2006-10-26 Thread Manoj Srivastava
On Thu, 26 Oct 2006 12:28:51 +0100, Ian Jackson <[EMAIL PROTECTED]> said: 

> Debian Project Secretary writes ("Re: Proposal to delay the decition
> of the DPL of the withdrawal of the Package Policy Committee
> delegation"):
>> There are three ways policy can be changed:
>> a) The Technical ctte can do so
>> b) A group of developers can do so, via a GR, with a 2:1 super
>> majority (essentially, making the decision the tech ctte can make
>> -- think of it as over riding inaction)
>> c) The DPL can delegate people with the power to change policy.

> The TC could decide to make a new person the maintainer of the
> policy package.

You are correct, the TC could delegate their powers to any
 one.

However, the people who maintain the policy package are still
 the maintainers -- and while they cannot make normative changes to
 policy, they are still able to fix packaging bugs,  and fix
 typographical errors (which is why the FTP master decision to add
 REJECT rules is wrong, and over reaching).

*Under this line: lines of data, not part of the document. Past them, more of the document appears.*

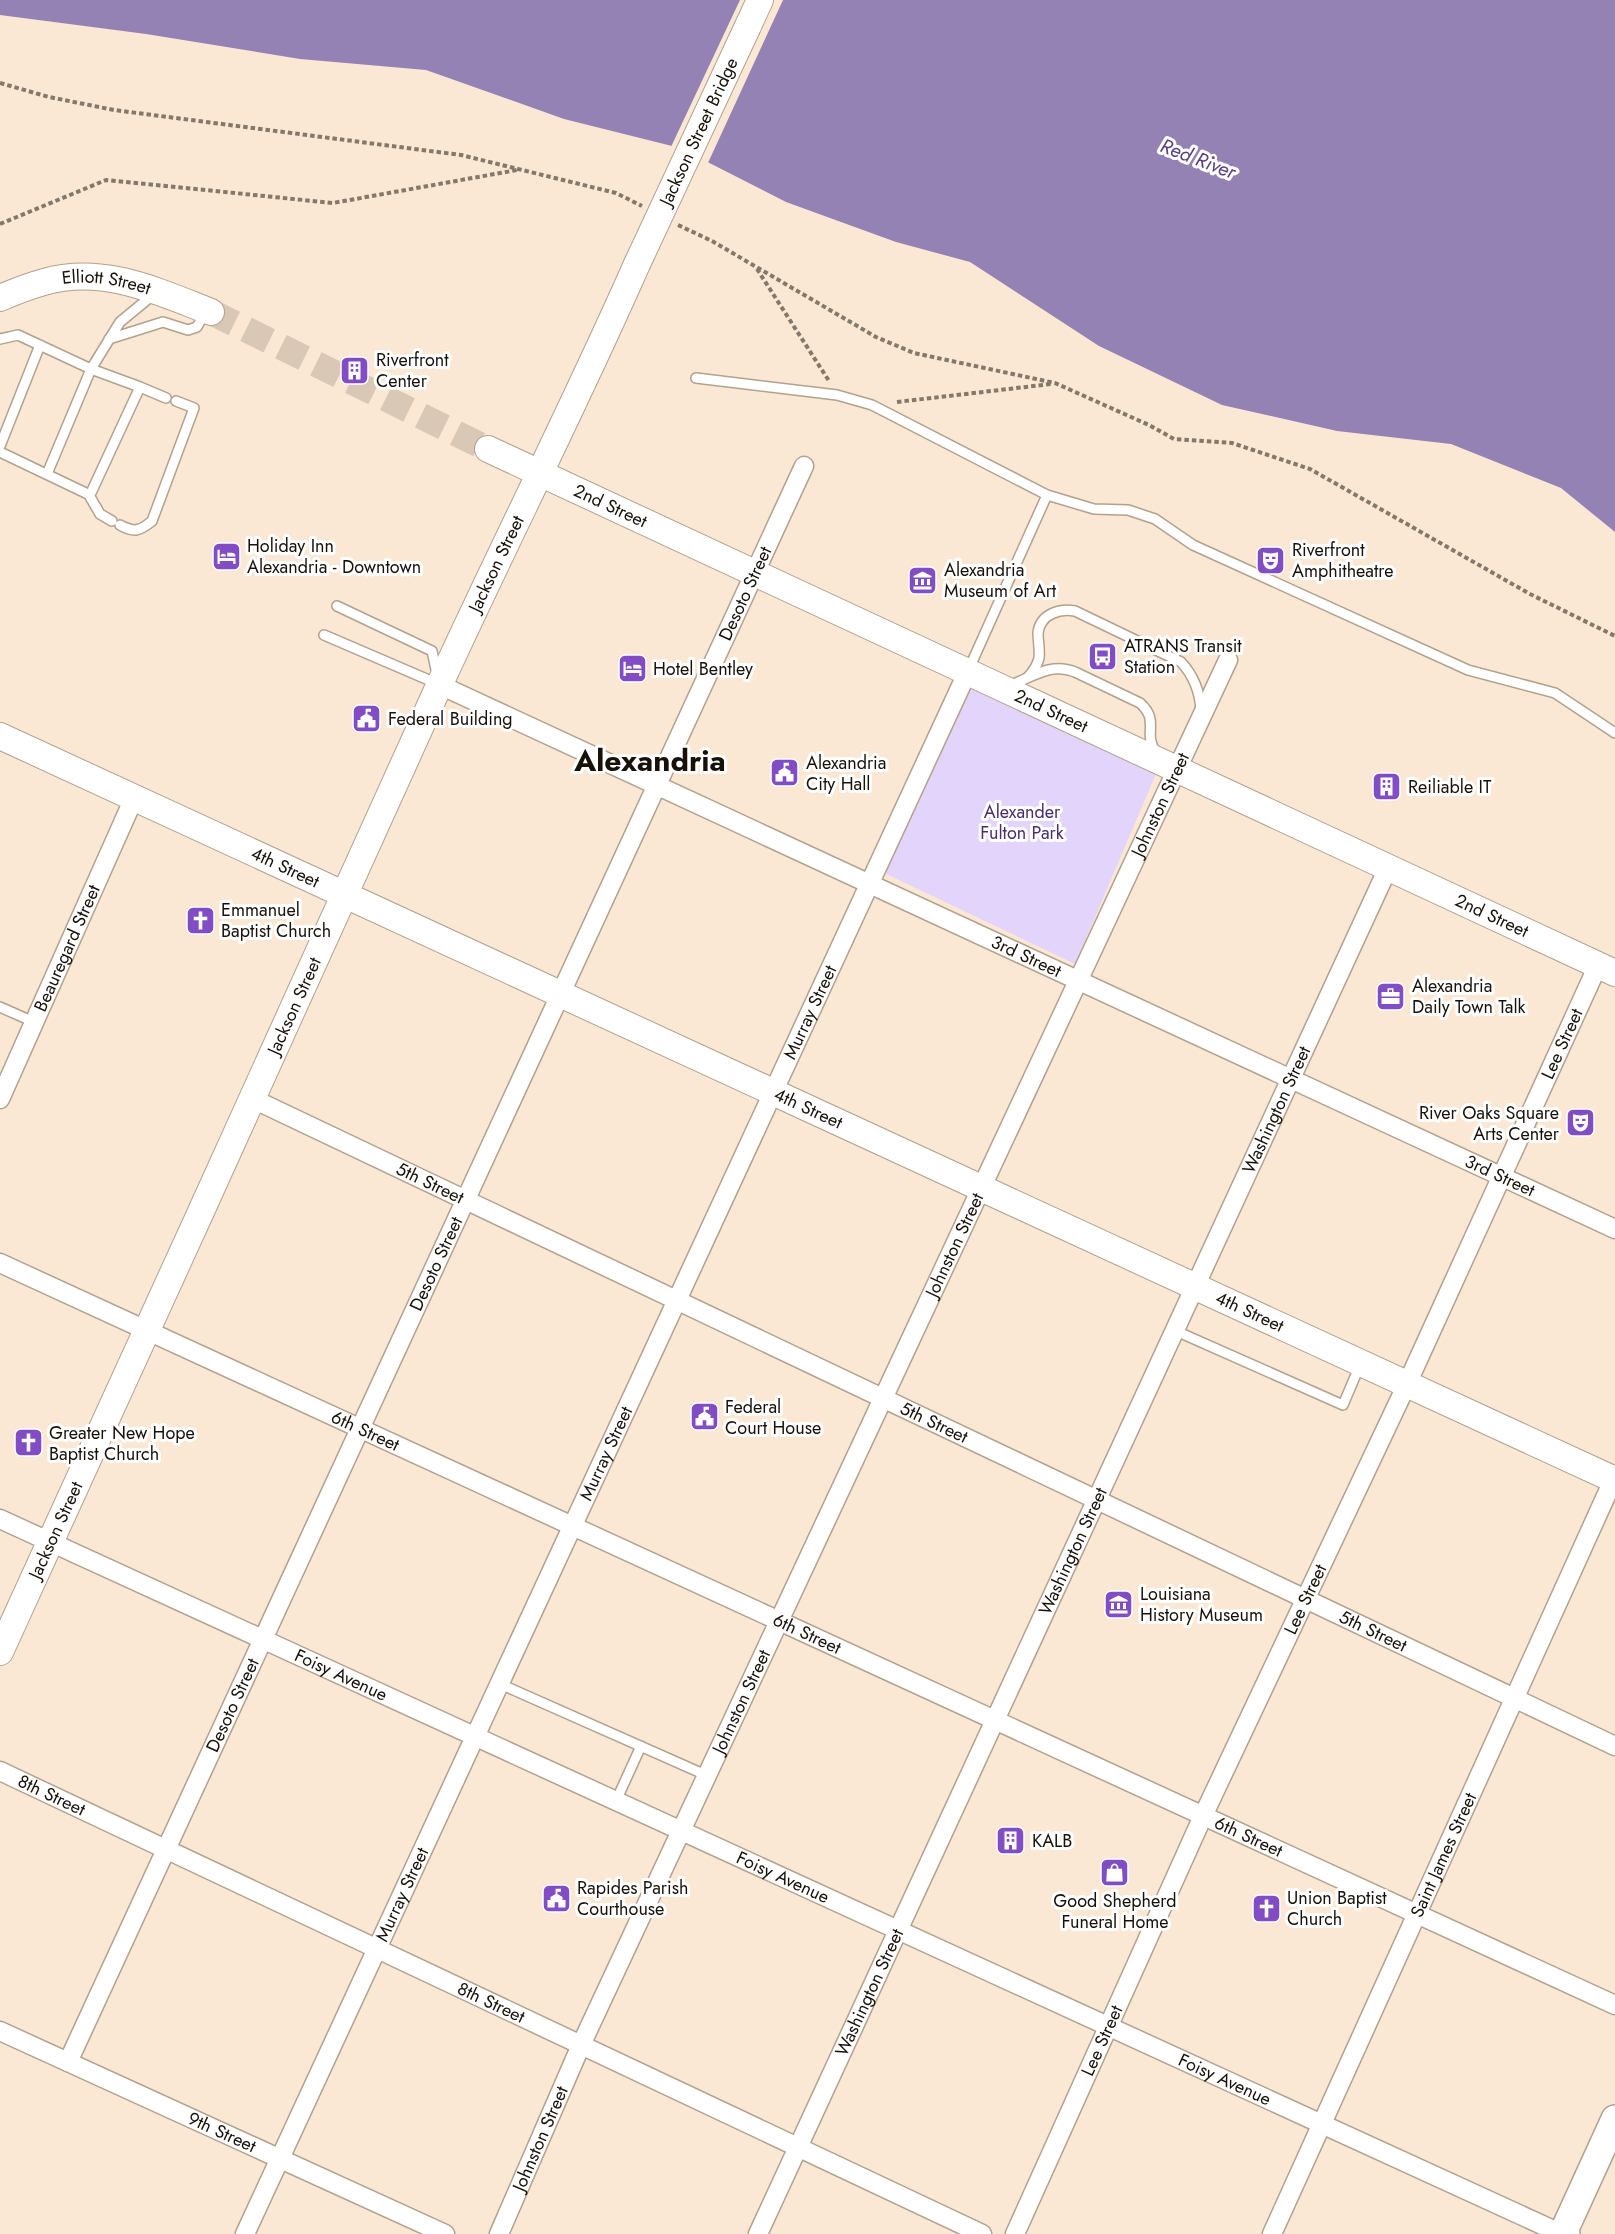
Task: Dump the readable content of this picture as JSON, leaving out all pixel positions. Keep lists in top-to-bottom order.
{
  "streets": {
    "main road": [
      "Jackson Street Bridge",
      "Elliott Street",
      "2nd Street",
      "Jackson Street",
      "4th Street"
    ],
    "street": [
      "Desoto Street",
      "Johnston Street",
      "Beauregard Street",
      "3rd Street",
      "Murray Street",
      "Lee Street",
      "Washington Street",
      "5th Street",
      "6th Street",
      "Foisy Avenue",
      "8th Street",
      "Saint James Street",
      "9th Street"
    ]
  },
  "crossings": [
    ["Jackson Street Bridge", "Jackson Street"],
    ["2nd Street", "Jackson Street"],
    ["2nd Street", "Desoto Street"],
    ["2nd Street", "Johnston Street"],
    ["2nd Street", "Murray Street"],
    ["2nd Street", "Lee Street"],
    ["2nd Street", "Washington Street"],
    ["Jackson Street", "4th Street"],
    ["Jackson Street", "3rd Street"],
    ["Jackson Street", "5th Street"],
    ["Jackson Street", "6th Street"],
    ["Jackson Street", "Foisy Avenue"],
    ["Desoto Street", "4th Street"],
    ["Desoto Street", "3rd Street"],
    ["Desoto Street", "5th Street"],
    ["Desoto Street", "6th Street"],
    ["Desoto Street", "Foisy Avenue"],
    ["Desoto Street", "8th Street"],
    ["Desoto Street", "9th Street"],
    ["Johnston Street", "4th Street"],
    ["Johnston Street", "3rd Street"],
    ["Johnston Street", "5th Street"],
    ["Johnston Street", "6th Street"],
    ["Johnston Street", "Foisy Avenue"],
    ["Johnston Street", "8th Street"],
    ["4th Street", "Beauregard Street"],
    ["4th Street", "Murray Street"],
    ["4th Street", "Lee Street"],
    ["4th Street", "Washington Street"],
    ["4th Street", "Saint James Street"],
    ["3rd Street", "Murray Street"],
    ["3rd Street", "Lee Street"],
    ["3rd Street", "Washington Street"],
    ["Murray Street", "5th Street"],
    ["Murray Street", "6th Street"],
    ["Murray Street", "Foisy Avenue"],
    ["Murray Street", "8th Street"],
    ["Murray Street", "9th Street"],
    ["Lee Street", "5th Street"],
    ["Lee Street", "6th Street"],
    ["Lee Street", "Foisy Avenue"],
    ["Washington Street", "5th Street"],
    ["Washington Street", "6th Street"],
    ["Washington Street", "Foisy Avenue"],
    ["Washington Street", "8th Street"],
    ["5th Street", "Saint James Street"],
    ["6th Street", "Saint James Street"],
    ["Foisy Avenue", "Saint James Street"]
  ],
  "districts": ["Alexandria"],
  "water": ["Red River"],
  "parks": ["Alexander Fulton Park"],
  "places": {
    "building": ["Riverfront Center", "Reiliable IT", "KALB"],
    "hotel": ["Holiday Inn Alexandria - Downtown", "Hotel Bentley"],
    "theatre": ["Riverfront Amphitheatre", "River Oaks Square Arts Center"],
    "museum": ["Alexandria Museum of Art", "Louisiana History Museum"],
    "bus stop": ["ATRANS Transit Station"],
    "public building": [
      "Federal Building",
      "Alexandria City Hall",
      "Federal Court House",
      "Rapides Parish Courthouse"
    ],
    "church": ["Emmanuel Baptist Church", "Greater New Hope Baptist Church", "Union Baptist Church"],
    "office": ["Alexandria Daily Town Talk"],
    "shop": ["Good Shepherd Funeral Home"]
  }
}
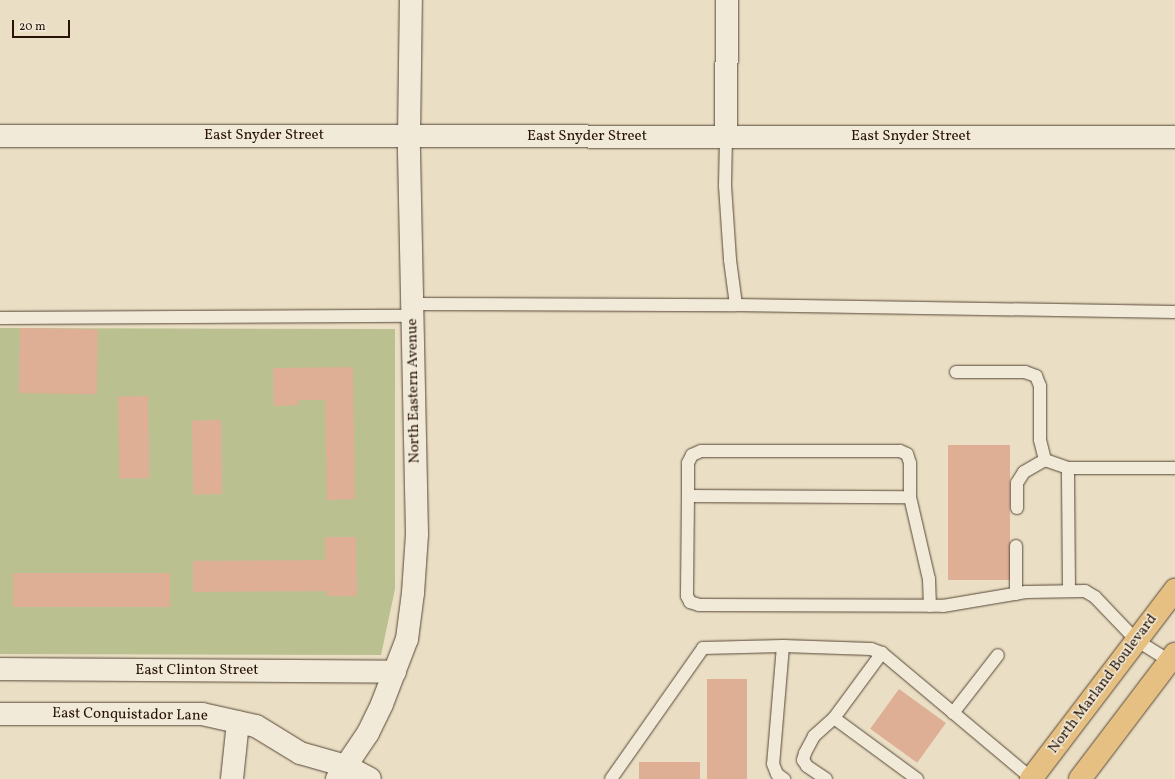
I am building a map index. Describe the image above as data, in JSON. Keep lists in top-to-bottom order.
{
  "streets": {
    "highway": ["North Marland Boulevard"],
    "street": [
      "East Snyder Street",
      "North Eastern Avenue",
      "East Clinton Street",
      "East Conquistador Lane"
    ]
  },
  "crossings": [
    ["East Snyder Street", "North Eastern Avenue"],
    ["North Eastern Avenue", "East Clinton Street"],
    ["North Eastern Avenue", "East Conquistador Lane"]
  ],
  "scale_bar": "20 m"
}
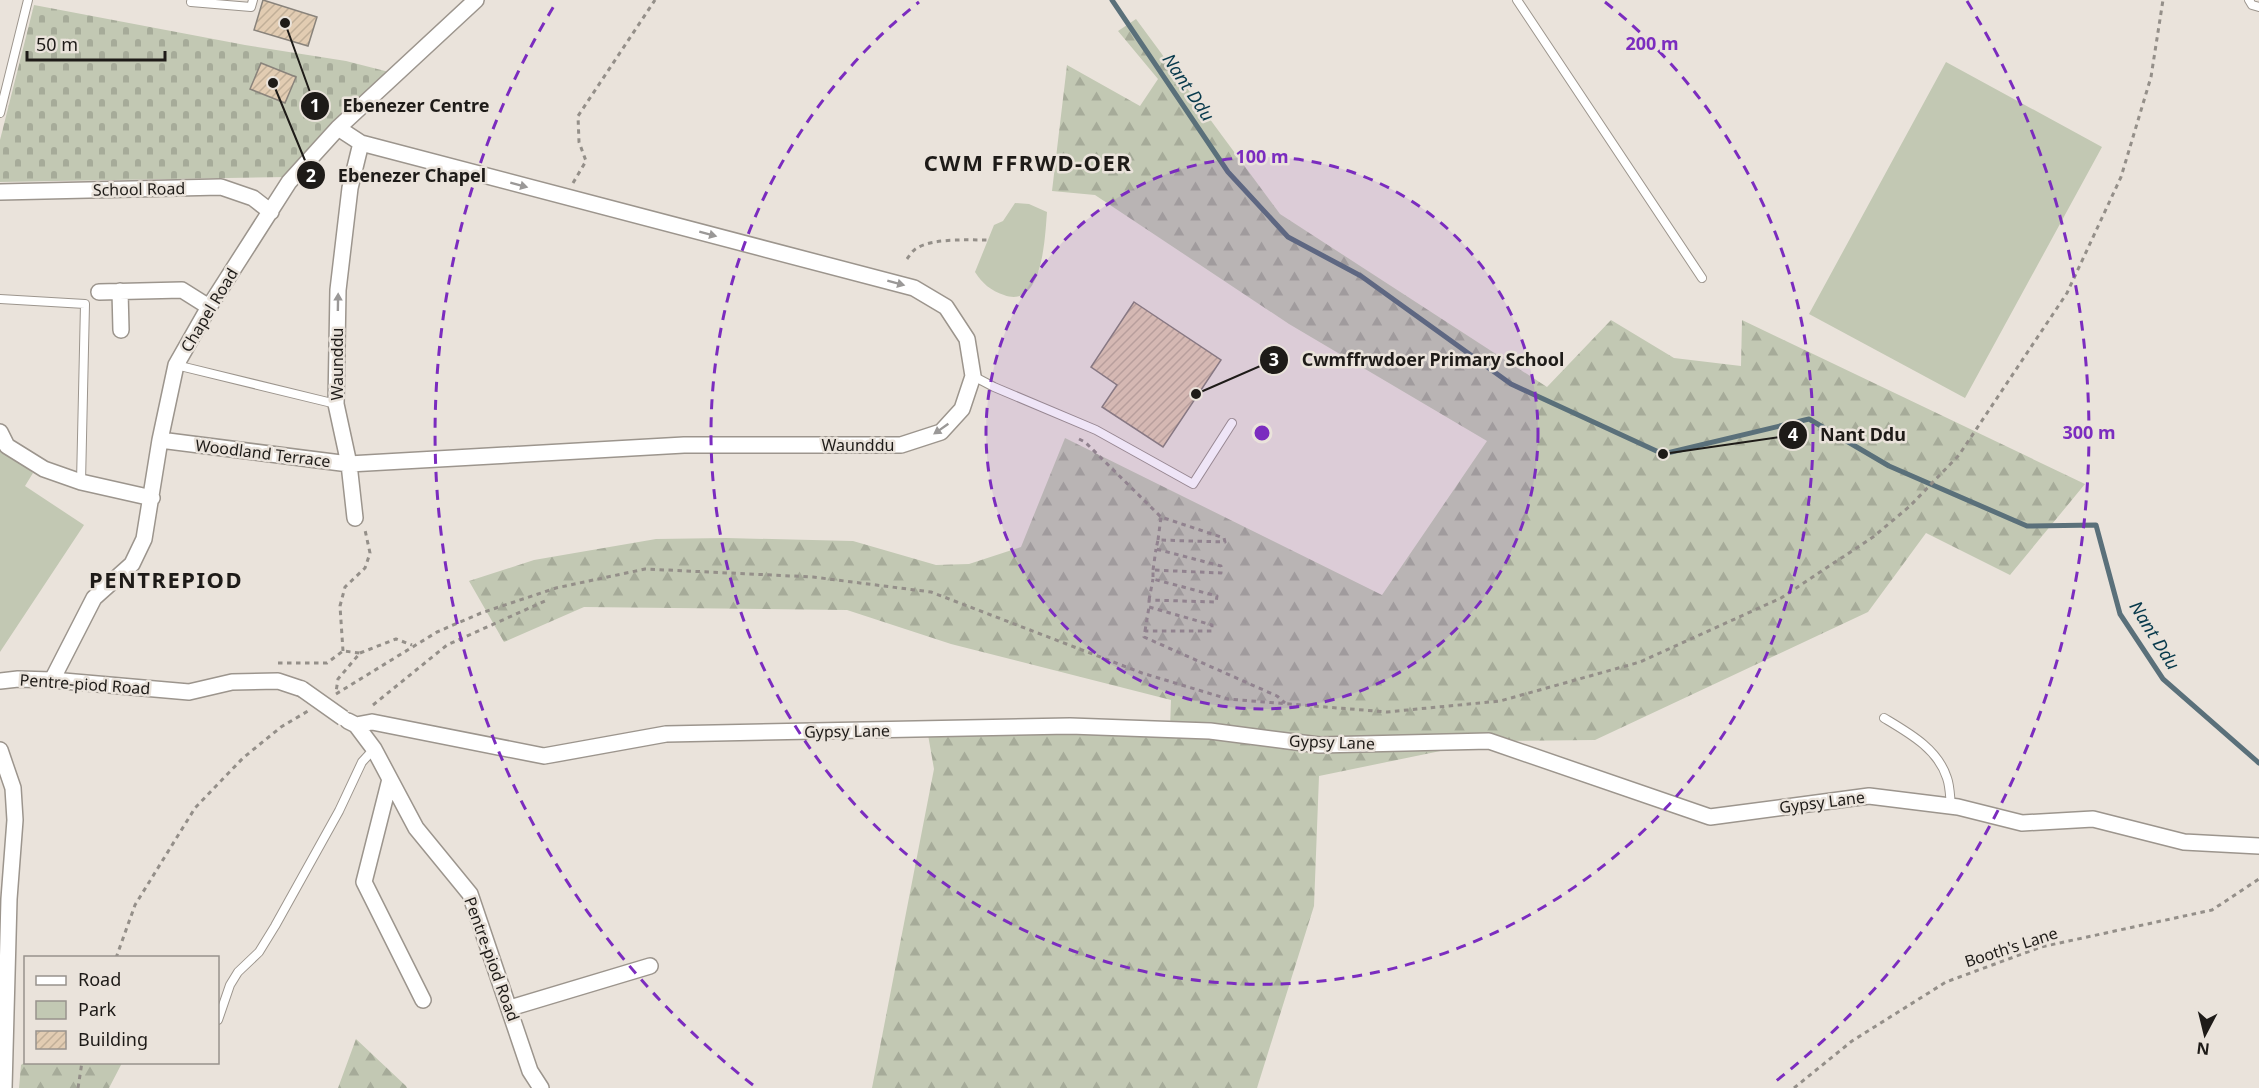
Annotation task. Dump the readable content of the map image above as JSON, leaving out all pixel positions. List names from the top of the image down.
{
  "streets": {
    "street": [
      "School Road",
      "Chapel Road",
      "Waunddu",
      "Woodland Terrace",
      "Pentre-piod Road",
      "Gypsy Lane"
    ],
    "path": ["Booth's Lane"]
  },
  "crossings": [
    ["School Road", "Chapel Road"],
    ["Chapel Road", "Waunddu"],
    ["Chapel Road", "Woodland Terrace"],
    ["Chapel Road", "Pentre-piod Road"],
    ["Waunddu", "Woodland Terrace"],
    ["Pentre-piod Road", "Gypsy Lane"]
  ],
  "districts": ["CWM FFRWD-OER", "PENTREPIOD"],
  "water": ["Nant Ddu"],
  "places": [
    "Ebenezer Centre",
    "Ebenezer Chapel",
    "Cwmffrwdoer Primary School",
    "Nant Ddu"
  ],
  "legend": ["Road", "Park", "Building"],
  "scale_bar": "50 m",
  "north": "bottom",
  "rings": ["200 m", "100 m", "300 m"]
}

Can you quote to me the section of the constitution under
 which you think the TC can strip a package away from a maintainer?
 Even overruling a maintainer requires the TC to act with 3:1
 majority, stripping away a package from a maintainer is a power I
 have not seen mentioned.

If you ask how the TC may delegate away it's powers to make
 policy changes, I can see the TC delegate making normative changes to
 the policy, and then the maintainers of the policy package can take
 that and upload the changed policy, as one scenario.

manoj
-- 
QOTD: "I used to go to UCLA, but then my Dad got a job."